**TASK DETAILS**
The required result is each line of the entries below containing the string "Annotation".

**DATA FOR REVIEW**
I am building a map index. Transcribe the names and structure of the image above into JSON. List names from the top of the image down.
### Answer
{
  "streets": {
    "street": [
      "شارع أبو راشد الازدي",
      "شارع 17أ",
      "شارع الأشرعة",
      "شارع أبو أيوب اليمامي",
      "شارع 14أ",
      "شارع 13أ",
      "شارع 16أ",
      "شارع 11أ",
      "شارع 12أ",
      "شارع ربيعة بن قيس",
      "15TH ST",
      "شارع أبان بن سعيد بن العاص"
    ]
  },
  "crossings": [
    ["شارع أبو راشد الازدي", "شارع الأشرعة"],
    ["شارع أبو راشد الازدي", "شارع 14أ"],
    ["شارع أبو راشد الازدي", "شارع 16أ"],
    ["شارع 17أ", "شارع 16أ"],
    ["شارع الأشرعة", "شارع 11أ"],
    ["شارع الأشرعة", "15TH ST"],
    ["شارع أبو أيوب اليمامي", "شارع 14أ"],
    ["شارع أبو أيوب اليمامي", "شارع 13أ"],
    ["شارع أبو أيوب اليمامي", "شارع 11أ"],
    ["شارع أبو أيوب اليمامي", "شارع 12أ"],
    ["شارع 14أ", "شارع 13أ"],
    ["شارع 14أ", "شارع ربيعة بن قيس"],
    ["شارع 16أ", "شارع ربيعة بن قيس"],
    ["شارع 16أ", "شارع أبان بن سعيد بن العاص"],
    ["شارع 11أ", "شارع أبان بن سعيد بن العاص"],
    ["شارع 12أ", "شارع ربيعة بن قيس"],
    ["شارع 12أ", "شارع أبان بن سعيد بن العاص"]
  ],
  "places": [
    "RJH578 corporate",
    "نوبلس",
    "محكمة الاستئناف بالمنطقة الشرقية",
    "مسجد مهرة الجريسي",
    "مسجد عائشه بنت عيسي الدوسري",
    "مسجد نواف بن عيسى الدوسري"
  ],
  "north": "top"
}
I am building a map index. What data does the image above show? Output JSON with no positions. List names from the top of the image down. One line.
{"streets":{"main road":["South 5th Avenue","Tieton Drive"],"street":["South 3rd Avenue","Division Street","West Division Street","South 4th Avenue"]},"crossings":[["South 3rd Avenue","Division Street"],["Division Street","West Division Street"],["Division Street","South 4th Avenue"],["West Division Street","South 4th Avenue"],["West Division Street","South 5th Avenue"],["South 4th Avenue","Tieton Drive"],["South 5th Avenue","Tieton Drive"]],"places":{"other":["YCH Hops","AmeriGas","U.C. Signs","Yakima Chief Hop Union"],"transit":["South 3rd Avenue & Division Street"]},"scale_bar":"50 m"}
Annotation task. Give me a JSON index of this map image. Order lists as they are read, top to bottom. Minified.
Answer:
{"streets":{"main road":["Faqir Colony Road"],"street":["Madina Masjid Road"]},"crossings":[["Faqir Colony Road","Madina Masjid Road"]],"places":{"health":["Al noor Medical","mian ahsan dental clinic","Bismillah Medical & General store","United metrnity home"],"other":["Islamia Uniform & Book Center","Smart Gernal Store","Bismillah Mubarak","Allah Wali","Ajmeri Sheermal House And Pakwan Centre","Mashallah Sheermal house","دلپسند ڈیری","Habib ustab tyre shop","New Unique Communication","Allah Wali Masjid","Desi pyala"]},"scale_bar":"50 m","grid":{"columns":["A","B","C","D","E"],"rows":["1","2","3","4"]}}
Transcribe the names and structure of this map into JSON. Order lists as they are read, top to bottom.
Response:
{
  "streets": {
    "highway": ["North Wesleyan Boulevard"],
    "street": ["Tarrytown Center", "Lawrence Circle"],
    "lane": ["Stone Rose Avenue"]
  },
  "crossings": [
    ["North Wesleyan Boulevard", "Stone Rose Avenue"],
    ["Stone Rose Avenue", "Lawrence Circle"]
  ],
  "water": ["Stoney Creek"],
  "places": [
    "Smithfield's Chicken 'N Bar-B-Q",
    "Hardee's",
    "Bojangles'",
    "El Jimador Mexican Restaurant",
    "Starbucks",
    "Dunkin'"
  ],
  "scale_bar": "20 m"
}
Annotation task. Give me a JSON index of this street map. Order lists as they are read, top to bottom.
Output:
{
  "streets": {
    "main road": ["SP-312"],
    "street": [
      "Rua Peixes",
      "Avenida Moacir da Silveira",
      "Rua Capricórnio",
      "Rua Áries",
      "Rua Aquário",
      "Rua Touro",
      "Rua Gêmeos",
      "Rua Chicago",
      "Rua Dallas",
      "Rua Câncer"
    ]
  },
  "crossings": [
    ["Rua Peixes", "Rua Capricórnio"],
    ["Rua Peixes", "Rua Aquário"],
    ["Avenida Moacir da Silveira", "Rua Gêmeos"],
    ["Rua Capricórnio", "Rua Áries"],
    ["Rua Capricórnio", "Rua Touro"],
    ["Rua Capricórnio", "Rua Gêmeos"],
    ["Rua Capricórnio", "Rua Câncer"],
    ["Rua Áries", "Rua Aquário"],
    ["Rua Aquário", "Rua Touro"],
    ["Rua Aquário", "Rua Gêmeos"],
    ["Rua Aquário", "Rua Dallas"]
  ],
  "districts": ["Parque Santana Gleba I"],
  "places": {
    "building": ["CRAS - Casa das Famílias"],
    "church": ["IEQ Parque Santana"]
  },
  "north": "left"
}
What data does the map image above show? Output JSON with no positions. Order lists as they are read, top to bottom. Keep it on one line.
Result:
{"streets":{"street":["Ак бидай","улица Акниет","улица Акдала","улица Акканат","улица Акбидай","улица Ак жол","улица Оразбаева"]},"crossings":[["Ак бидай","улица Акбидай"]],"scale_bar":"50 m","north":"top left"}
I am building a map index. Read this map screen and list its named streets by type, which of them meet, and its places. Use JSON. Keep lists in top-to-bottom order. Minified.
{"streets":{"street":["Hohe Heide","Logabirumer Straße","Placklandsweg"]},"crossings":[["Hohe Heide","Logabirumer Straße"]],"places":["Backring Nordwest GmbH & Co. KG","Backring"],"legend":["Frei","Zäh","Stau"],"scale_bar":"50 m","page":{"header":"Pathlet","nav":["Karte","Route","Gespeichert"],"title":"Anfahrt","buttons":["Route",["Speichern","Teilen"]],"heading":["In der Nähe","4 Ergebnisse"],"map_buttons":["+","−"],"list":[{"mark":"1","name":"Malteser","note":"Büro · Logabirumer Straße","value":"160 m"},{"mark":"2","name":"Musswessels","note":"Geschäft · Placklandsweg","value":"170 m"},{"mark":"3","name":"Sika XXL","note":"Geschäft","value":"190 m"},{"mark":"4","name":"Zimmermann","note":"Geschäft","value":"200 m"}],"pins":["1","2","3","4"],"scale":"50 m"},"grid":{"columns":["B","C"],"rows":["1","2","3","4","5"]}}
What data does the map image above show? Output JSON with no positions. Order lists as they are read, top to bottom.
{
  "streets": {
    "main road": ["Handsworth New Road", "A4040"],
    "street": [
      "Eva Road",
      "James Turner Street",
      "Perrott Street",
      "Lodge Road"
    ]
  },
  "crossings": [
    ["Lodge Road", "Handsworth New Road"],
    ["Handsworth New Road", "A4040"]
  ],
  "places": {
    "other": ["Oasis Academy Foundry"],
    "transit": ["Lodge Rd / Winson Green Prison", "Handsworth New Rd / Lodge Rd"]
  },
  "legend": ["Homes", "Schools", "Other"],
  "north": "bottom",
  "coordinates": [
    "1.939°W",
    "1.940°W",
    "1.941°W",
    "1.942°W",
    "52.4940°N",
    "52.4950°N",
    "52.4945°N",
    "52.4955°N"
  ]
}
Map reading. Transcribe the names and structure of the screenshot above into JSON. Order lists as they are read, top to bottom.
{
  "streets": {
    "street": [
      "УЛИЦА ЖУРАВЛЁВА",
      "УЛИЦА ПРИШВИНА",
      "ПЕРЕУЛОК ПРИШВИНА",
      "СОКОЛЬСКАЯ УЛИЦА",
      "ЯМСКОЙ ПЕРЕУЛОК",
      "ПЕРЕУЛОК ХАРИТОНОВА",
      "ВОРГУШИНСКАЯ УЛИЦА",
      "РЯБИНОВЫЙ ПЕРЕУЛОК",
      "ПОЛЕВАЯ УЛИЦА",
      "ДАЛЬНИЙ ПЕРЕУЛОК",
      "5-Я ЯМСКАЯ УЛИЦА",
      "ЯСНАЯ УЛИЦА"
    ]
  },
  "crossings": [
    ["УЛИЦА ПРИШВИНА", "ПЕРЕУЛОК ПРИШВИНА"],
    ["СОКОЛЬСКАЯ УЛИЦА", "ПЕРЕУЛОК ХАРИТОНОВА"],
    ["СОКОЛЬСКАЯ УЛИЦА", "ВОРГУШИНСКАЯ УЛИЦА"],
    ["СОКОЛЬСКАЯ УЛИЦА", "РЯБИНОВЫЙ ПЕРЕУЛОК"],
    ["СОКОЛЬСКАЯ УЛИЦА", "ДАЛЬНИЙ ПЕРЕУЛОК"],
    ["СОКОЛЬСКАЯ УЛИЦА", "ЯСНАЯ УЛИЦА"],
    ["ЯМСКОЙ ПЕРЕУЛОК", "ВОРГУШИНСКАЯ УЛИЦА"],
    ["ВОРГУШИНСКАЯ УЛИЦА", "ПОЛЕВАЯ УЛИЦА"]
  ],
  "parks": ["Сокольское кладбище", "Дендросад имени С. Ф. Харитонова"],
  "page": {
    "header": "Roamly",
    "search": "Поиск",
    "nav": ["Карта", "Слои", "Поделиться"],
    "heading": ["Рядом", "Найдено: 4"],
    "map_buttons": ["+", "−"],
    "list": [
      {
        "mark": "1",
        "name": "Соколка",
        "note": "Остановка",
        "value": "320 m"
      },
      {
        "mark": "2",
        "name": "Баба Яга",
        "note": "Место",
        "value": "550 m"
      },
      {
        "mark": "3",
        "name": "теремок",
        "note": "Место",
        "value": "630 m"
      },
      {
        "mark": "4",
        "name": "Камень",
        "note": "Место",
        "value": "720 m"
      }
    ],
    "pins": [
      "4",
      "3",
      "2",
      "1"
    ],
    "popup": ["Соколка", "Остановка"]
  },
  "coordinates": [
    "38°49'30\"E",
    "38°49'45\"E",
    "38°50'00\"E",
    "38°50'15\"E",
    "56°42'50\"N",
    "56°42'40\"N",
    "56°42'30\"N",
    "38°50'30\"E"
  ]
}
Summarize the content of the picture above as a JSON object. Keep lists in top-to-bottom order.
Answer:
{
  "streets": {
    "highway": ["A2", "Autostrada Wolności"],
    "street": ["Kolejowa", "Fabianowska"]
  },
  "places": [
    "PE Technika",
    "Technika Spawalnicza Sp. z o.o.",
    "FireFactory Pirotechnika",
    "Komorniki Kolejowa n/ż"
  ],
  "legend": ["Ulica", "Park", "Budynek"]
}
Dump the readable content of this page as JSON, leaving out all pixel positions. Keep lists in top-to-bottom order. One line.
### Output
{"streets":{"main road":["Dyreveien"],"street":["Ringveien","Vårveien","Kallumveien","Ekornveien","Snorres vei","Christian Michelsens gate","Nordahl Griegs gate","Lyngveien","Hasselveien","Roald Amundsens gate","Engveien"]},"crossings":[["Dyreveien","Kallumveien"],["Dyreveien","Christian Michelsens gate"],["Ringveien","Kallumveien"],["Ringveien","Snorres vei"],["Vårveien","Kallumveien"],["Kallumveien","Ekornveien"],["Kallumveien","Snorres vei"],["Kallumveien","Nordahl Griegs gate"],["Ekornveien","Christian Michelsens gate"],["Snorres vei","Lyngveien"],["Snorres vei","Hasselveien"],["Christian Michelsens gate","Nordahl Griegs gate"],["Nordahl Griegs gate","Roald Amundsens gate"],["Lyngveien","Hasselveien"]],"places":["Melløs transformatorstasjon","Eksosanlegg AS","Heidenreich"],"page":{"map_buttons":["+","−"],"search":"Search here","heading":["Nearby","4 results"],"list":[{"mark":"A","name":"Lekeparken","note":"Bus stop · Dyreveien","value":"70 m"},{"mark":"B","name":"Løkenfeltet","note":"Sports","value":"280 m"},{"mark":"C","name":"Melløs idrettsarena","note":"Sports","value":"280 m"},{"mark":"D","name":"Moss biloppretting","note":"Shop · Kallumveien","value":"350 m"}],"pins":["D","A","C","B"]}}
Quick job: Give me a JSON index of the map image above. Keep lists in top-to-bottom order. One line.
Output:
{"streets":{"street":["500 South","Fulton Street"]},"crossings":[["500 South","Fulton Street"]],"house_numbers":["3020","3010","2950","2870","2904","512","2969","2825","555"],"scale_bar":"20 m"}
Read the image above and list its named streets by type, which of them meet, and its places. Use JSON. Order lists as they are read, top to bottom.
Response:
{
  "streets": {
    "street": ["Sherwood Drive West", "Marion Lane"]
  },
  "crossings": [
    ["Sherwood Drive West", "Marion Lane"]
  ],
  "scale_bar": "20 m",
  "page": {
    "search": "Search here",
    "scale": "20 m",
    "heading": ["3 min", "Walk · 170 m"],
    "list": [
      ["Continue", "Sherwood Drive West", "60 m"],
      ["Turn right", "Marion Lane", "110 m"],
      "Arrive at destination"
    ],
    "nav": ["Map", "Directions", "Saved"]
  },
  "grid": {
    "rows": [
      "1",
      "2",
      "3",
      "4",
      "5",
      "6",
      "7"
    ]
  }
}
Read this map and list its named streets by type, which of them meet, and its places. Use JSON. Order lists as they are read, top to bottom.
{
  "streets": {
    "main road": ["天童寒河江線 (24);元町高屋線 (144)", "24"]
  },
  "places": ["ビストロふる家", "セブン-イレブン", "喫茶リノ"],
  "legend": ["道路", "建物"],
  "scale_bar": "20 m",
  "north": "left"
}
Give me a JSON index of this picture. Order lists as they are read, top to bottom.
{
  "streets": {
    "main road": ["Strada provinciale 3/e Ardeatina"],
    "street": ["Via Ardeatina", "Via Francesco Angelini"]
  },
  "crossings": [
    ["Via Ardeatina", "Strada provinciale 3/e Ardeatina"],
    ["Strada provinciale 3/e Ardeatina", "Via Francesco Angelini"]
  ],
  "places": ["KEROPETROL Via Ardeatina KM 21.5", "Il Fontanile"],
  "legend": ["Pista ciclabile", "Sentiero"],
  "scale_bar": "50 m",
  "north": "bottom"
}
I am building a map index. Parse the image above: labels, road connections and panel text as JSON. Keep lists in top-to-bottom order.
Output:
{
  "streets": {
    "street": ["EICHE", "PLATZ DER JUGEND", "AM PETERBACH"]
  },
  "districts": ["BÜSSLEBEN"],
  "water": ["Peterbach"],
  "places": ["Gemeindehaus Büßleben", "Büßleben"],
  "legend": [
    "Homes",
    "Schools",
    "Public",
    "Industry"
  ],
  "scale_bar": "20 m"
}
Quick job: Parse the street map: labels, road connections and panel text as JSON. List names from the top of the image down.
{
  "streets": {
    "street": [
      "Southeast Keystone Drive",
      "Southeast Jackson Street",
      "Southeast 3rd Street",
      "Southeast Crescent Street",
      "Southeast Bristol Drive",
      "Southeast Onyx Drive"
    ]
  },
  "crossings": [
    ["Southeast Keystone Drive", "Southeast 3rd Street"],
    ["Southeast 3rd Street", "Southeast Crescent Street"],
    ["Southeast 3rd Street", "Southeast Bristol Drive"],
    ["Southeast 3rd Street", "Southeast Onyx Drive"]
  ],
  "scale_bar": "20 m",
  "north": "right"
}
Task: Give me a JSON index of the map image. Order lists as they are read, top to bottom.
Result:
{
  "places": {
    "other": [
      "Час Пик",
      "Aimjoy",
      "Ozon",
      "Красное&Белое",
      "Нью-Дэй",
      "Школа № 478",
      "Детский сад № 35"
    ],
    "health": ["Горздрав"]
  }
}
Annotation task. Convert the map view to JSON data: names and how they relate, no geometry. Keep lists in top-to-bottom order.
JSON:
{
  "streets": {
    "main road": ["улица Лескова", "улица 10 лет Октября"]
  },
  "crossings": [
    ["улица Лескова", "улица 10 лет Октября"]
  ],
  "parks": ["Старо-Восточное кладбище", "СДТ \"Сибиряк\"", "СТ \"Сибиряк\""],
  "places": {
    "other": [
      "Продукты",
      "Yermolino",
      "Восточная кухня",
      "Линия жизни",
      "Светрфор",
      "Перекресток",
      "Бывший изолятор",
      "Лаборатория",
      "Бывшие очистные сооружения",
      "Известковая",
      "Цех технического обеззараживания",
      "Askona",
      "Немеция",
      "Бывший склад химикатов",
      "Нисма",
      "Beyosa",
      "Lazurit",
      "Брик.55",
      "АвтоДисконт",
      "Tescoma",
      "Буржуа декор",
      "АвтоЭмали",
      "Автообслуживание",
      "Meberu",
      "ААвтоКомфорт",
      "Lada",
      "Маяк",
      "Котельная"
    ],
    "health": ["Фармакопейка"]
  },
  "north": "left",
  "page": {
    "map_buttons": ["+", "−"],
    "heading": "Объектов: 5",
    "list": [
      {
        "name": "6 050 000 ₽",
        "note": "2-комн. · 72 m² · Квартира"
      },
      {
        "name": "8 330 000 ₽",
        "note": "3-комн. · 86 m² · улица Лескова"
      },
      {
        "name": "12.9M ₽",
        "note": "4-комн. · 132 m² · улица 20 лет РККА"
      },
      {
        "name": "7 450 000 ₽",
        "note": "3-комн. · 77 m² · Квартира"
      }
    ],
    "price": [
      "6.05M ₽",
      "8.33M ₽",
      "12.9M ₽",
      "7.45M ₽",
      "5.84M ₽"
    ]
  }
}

**WRITTEN ANSWER**
Annotation task. Give me a JSON index of this map image. Order lists as they are read, top to bottom. Minified.
Annotation task. Give me a JSON index of this street map. Order lists as they are read, top to bottom.
Annotation task. Convert the map view to JSON data: names and how they relate, no geometry. Keep lists in top-to-bottom order.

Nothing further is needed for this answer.